Task: For each entry below, output it exactly as it stands.

*** Data to process ***

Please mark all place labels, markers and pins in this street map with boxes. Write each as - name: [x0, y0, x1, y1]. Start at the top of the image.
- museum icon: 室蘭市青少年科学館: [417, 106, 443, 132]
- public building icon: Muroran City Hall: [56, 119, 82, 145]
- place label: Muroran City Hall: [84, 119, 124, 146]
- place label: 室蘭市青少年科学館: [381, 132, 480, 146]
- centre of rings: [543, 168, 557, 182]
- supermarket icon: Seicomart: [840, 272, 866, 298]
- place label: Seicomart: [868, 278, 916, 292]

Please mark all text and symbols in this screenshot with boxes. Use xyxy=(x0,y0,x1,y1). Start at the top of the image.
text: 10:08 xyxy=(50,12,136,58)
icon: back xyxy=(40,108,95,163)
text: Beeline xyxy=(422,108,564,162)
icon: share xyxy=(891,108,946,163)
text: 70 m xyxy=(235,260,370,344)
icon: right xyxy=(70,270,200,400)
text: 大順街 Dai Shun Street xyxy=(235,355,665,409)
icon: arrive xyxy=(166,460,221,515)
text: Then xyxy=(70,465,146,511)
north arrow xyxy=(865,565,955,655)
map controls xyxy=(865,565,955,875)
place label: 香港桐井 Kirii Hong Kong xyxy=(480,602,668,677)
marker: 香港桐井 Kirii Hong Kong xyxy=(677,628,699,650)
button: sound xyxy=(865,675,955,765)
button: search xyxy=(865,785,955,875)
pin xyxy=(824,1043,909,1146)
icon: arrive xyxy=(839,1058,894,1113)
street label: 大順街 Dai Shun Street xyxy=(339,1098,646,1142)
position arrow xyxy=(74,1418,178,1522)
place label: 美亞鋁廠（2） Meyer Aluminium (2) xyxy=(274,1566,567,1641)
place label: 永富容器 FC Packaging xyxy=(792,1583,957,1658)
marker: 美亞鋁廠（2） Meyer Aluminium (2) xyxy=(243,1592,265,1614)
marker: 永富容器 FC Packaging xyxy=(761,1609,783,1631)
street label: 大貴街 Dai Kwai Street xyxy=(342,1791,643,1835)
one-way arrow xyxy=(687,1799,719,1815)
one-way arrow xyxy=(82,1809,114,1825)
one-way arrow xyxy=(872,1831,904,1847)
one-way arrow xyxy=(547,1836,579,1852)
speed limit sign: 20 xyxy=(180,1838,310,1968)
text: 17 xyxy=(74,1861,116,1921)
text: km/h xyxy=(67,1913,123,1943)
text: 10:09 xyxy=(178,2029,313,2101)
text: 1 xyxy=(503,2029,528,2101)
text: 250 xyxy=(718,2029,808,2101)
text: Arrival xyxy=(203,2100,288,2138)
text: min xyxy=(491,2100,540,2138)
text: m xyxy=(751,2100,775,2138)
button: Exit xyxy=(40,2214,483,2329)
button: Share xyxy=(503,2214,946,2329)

*** End of Data to process ***

Solution below:
Please mark all place labels, markers and pins in this street map with boxes. Write each as - name: [x0, y0, x1, y1]. Start at the top of the image.
- museum icon: 室蘭市青少年科学館: [417, 106, 443, 132]
- public building icon: Muroran City Hall: [56, 119, 82, 145]
- place label: Muroran City Hall: [84, 119, 124, 146]
- place label: 室蘭市青少年科学館: [381, 132, 480, 146]
- centre of rings: [543, 168, 557, 182]
- supermarket icon: Seicomart: [840, 272, 866, 298]
- place label: Seicomart: [868, 278, 916, 292]

Please mark all text and symbols in this screenshot with boxes. Use xyxy=(x0,y0,x1,y1). Start at the top of the image.
text: 10:08 xyxy=(50,12,136,58)
icon: back xyxy=(40,108,95,163)
text: Beeline xyxy=(422,108,564,162)
icon: share xyxy=(891,108,946,163)
text: 70 m xyxy=(235,260,370,344)
icon: right xyxy=(70,270,200,400)
text: 大順街 Dai Shun Street xyxy=(235,355,665,409)
icon: arrive xyxy=(166,460,221,515)
text: Then xyxy=(70,465,146,511)
north arrow xyxy=(865,565,955,655)
map controls xyxy=(865,565,955,875)
place label: 香港桐井 Kirii Hong Kong xyxy=(480,602,668,677)
marker: 香港桐井 Kirii Hong Kong xyxy=(677,628,699,650)
button: sound xyxy=(865,675,955,765)
button: search xyxy=(865,785,955,875)
pin xyxy=(824,1043,909,1146)
icon: arrive xyxy=(839,1058,894,1113)
street label: 大順街 Dai Shun Street xyxy=(339,1098,646,1142)
position arrow xyxy=(74,1418,178,1522)
place label: 美亞鋁廠（2） Meyer Aluminium (2) xyxy=(274,1566,567,1641)
place label: 永富容器 FC Packaging xyxy=(792,1583,957,1658)
marker: 美亞鋁廠（2） Meyer Aluminium (2) xyxy=(243,1592,265,1614)
marker: 永富容器 FC Packaging xyxy=(761,1609,783,1631)
street label: 大貴街 Dai Kwai Street xyxy=(342,1791,643,1835)
one-way arrow xyxy=(687,1799,719,1815)
one-way arrow xyxy=(82,1809,114,1825)
one-way arrow xyxy=(872,1831,904,1847)
one-way arrow xyxy=(547,1836,579,1852)
speed limit sign: 20 xyxy=(180,1838,310,1968)
text: 17 xyxy=(74,1861,116,1921)
text: km/h xyxy=(67,1913,123,1943)
text: 10:09 xyxy=(178,2029,313,2101)
text: 1 xyxy=(503,2029,528,2101)
text: 250 xyxy=(718,2029,808,2101)
text: Arrival xyxy=(203,2100,288,2138)
text: min xyxy=(491,2100,540,2138)
text: m xyxy=(751,2100,775,2138)
button: Exit xyxy=(40,2214,483,2329)
button: Share xyxy=(503,2214,946,2329)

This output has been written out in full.